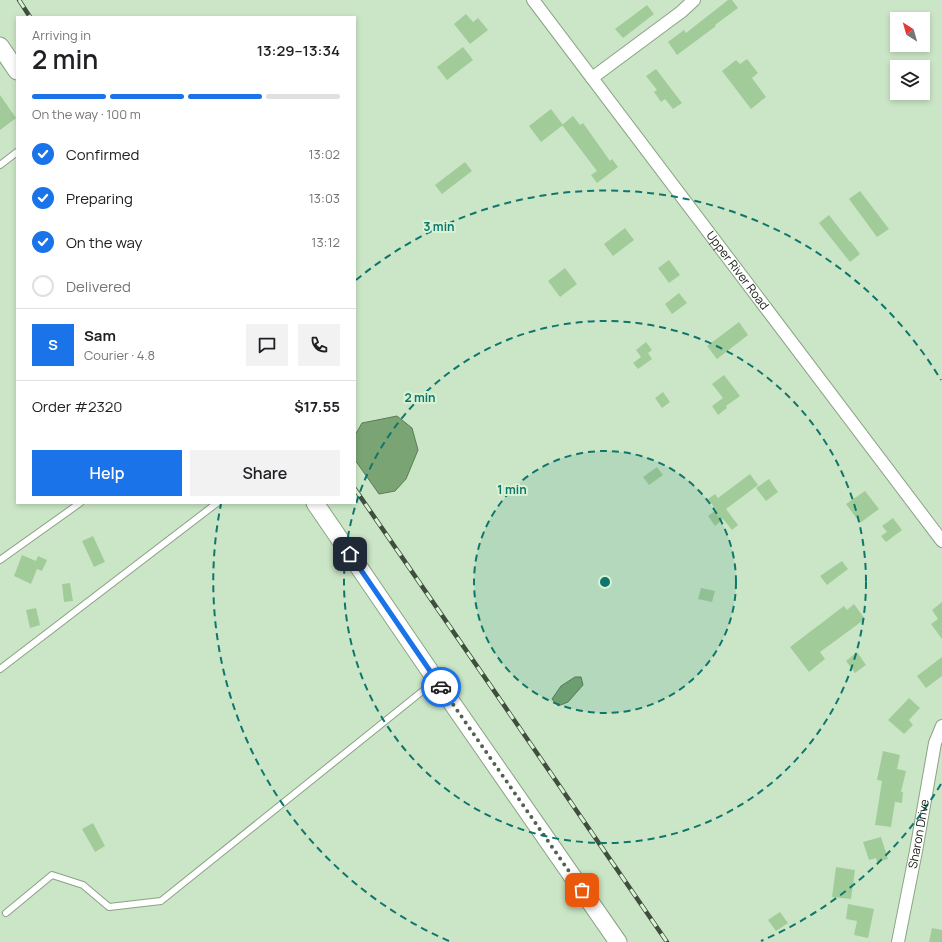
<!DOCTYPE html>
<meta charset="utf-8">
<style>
body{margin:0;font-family:Manrope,sans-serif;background:#f2f2f2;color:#202124;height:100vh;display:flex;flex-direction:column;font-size:15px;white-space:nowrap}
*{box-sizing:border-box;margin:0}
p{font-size:13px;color:#757577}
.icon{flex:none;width:22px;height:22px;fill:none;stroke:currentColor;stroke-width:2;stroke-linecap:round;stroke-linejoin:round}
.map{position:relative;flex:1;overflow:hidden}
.drawer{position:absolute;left:16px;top:16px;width:340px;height:488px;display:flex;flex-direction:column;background:#fff;border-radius:0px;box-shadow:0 2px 6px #0003}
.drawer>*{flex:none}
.needle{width:26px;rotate:323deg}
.controls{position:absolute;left:890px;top:12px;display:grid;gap:8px}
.controls a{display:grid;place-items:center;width:40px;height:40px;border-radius:0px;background:#fff;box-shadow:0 2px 6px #0003;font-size:20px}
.pin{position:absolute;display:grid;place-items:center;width:34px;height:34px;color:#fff;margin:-17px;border-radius:8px;box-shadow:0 2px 6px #0006}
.courier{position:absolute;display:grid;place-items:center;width:40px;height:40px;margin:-20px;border:3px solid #1a73e8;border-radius:50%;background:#fff;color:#222;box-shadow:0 1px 5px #0007}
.headline em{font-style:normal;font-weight:600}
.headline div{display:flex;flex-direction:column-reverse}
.headline{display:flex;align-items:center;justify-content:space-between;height:68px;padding:0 16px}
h1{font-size:26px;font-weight:600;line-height:30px}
.bar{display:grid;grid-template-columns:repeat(4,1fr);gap:6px 4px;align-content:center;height:48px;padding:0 16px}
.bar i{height:5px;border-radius:3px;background:#e0e0e0}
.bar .selected{background:#1a73e8}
.bar p{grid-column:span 4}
.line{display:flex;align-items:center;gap:10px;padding:0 16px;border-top:1px solid #e0e0e0}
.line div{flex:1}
.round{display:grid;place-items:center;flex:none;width:42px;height:42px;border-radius:0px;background:#f2f2f2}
ol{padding:0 16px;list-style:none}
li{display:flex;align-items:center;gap:12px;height:44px}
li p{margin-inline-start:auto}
li .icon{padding:4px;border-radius:50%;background:#1a73e8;color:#fff;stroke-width:4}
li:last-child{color:#757577}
li i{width:22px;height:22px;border:2px solid #e0e0e0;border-radius:50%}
.button{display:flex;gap:8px;margin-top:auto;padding:8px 16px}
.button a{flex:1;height:46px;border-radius:0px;background:#1a73e8;color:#fff;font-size:16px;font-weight:600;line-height:46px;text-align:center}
.button a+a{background:#f2f2f2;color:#202124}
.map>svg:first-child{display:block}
.water{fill:#7aa473;stroke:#5b7c56}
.building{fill:#a1cc9a}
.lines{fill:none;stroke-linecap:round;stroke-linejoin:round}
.lane-casing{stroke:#8aa385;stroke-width:8}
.street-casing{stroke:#8aa385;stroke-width:14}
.secondary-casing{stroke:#8aa385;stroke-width:19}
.lane{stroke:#fff;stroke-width:6}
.street{stroke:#fff;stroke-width:12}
.secondary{stroke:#fff;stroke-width:17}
.rail-casing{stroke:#404e3e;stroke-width:4.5}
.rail{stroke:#d8f3d3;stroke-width:3;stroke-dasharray:9;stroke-linecap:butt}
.done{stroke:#546351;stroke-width:4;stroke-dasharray:0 7.2}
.route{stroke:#1a73e8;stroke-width:5}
.ring{fill:none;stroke:#0f766e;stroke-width:2;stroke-dasharray:7 5}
.labels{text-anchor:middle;stroke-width:4;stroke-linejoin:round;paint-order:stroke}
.street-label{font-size:12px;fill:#141d12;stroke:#d8f3d3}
.centre{fill:#0f766e;stroke:#d8f3d3;stroke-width:2}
.ring-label{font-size:12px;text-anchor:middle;font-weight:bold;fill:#0f766e;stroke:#d8f3d3;stroke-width:4;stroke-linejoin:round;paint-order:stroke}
</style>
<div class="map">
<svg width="942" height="942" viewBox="0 0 942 942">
<rect width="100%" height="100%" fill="#cbe6c6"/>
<path class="water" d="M 397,416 L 412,428 L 418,450 L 406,479 L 395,491 L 379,494 L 355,460 L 355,435 L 362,423 Z
M 575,677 L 581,677 L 583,685 L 568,702 L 558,706 L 552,699 L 561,686 Z"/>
<path class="building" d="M 728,0 L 732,0 L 738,8 L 715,25 L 716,26 L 677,55 L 668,42 L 684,30 L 686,33 Z
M 647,5 L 654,14 L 623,38 L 615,29 Z
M 466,14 L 473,22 L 478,18 L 488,30 L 470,44 L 454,24 Z
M 463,47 L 473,60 L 447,80 L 437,67 Z
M 747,59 L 758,73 L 752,78 L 766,97 L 751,109 L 722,71 L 736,60 L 740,64 Z
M 656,69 L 682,103 L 673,109 L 665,99 L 661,102 L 654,92 L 657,90 L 646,76 Z
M 0,95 L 16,118 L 0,130 Z
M 551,109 L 563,125 L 541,142 L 529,126 Z
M 573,116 L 580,125 L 583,123 L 610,161 L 612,159 L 618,167 L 597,183 L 591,175 L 597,171 L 562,125 Z
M 465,162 L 472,171 L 442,194 L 435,185 Z
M 860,191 L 889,229 L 877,237 L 849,199 Z
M 829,215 L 850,242 L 851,242 L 860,254 L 850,262 L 819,223 Z
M 625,228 L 634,240 L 613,256 L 604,244 Z
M 669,260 L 680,275 L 669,283 L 658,268 Z
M 565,268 L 577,284 L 560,297 L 548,281 Z
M 679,293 L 687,303 L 672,314 L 665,304 Z
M 739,322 L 748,335 L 717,359 L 707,346 Z
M 646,342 L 652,350 L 648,353 L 652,359 L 638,369 L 633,363 L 641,357 L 636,350 Z
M 724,375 L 740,396 L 726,406 L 727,408 L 718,415 L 712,406 L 723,398 L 712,384 Z
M 663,392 L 670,402 L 662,408 L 655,398 Z
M 657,467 L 663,475 L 649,485 L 643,477 Z
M 750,474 L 758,485 L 726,509 L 738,525 L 732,530 L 723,519 L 715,526 L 708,516 L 716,510 L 708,499 L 715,494 L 718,498 Z
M 769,479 L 778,492 L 766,501 L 756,488 Z
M 865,491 L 879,509 L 860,523 L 846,504 Z
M 893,518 L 902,530 L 886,542 L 881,536 L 887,532 L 882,526 Z
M 93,536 L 105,562 L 94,567 L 82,541 Z
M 22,555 L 36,561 L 38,556 L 47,560 L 42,571 L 37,569 L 31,584 L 14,576 Z
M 842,561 L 848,569 L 827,585 L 820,576 Z
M 70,583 L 73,601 L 64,602 L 62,584 Z
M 701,588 L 715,591 L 712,602 L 698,599 Z
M 942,602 L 942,639 L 931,624 L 938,619 L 932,610 Z
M 854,604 L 865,619 L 820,652 L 825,659 L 809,672 L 790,647 L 844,606 L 847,610 Z
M 36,608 L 40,625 L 30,628 L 26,610 Z
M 857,652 L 866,665 L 855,673 L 846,661 Z
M 942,657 L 942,676 L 926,688 L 917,676 Z
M 909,698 L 920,708 L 909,720 L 913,725 L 904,734 L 888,720 Z
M 883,751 L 900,755 L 897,769 L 906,771 L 901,792 L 903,792 L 902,803 L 895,802 L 891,827 L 875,825 L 882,781 L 877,780 Z
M 93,823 L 105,846 L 95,852 L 82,829 Z
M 881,837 L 888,859 L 877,862 L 876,858 L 869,860 L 863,842 Z
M 836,867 L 855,870 L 851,899 L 832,897 Z
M 848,904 L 874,909 L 868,938 L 854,935 L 857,921 L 846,919 Z
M 780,912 L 788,923 L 776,931 L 768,920 Z
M 932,928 L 942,930 L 942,942 L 929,942 Z"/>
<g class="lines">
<g class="lane-casing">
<path id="lane" d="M 0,165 L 17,152
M 0,560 L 80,503
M 0,669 L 217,503
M 6,913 L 52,875 L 83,885 L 109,907 L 161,901 L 435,681"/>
</g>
<g class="street-casing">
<g id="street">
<path id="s1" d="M 533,0 L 942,541"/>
<path d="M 592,78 L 681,12 L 694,0"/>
<path id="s2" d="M 898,942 L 916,851 L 935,743 L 942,726"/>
</g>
</g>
<g class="secondary-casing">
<path id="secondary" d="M 0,46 L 17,71
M 315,503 L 436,680 L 618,942"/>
</g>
<use href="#lane" class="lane"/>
<use href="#street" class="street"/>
<use href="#secondary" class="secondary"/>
<g class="rail-casing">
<path id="rail" d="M 19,0 L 30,17
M 355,489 L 667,942"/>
</g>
<use href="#rail" class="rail"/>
</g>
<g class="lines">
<path class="done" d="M 441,687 L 582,890"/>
<path class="route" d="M 350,554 L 441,687"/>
</g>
<circle cx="605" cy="582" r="131" fill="#0f766e" fill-opacity=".12"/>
<g class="ring">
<circle cx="605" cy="582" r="131"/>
<circle cx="605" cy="582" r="261"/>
<path d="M941 784A392 392 0 0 1 761 941M449 941A392 392 0 0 1 221 504M356 280A392 392 0 0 1 941 380"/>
</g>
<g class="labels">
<g class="street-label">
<text dy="4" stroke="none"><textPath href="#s1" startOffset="339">Upper River Road</textPath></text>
<text dy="4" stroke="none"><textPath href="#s2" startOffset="110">Sharon Drive</textPath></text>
</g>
</g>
<circle cx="605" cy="582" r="6" class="centre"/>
<g class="ring-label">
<text x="439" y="231">3 min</text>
<text x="420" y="402">2 min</text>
<text x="512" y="494">1 min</text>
</g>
</svg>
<div class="controls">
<a><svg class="needle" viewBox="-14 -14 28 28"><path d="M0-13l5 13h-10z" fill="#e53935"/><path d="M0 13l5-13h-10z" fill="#757577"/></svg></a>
<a><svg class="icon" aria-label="layers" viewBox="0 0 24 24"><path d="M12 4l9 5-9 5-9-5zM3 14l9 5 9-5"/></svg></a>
</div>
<div class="pin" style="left:582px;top:890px;background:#ea580c"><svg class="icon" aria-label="bag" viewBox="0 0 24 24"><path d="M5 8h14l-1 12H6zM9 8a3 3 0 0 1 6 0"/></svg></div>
<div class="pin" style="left:350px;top:554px;background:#1f2937"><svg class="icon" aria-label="home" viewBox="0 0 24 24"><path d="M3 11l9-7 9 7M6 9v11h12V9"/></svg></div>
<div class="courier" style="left:441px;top:687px"><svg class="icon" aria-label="car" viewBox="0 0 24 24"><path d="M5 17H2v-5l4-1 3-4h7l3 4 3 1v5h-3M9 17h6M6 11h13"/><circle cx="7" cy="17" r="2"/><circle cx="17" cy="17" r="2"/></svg></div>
<section class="drawer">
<div class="headline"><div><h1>2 min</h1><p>Arriving in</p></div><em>13:29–13:34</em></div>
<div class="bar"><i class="selected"></i><i class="selected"></i><i class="selected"></i><i></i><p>On the way · 100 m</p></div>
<ol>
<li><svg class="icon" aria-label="check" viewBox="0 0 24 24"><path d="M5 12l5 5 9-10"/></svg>Confirmed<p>13:02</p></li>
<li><svg class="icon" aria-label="check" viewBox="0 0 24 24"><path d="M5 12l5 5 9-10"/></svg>Preparing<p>13:03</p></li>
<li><svg class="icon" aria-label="check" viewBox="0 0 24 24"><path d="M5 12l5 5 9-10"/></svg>On the way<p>13:12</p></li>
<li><i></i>Delivered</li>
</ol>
<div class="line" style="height:72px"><b class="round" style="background:#1a73e8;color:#fff">S</b><div><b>Sam</b><p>Courier · 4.8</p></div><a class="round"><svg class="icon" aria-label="chat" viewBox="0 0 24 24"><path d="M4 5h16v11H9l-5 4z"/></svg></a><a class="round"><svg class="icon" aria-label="phone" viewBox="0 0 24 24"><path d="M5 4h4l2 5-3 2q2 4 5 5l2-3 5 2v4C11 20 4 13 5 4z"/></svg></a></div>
<div class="line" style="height:52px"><div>Order #2320</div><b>$17.55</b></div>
<div class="button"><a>Help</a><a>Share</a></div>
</section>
</div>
•••••
*Requirement*: Starting from the records above, filter out all lines except those containing the word "controls".

*Solution for this exercise*:
.controls{position:absolute;left:890px;top:12px;display:grid;gap:8px}
.controls a{display:grid;place-items:center;width:40px;height:40px;border-radius:0px;background:#fff;box-shadow:0 2px 6px #0003;font-size:20px}
<div class="controls">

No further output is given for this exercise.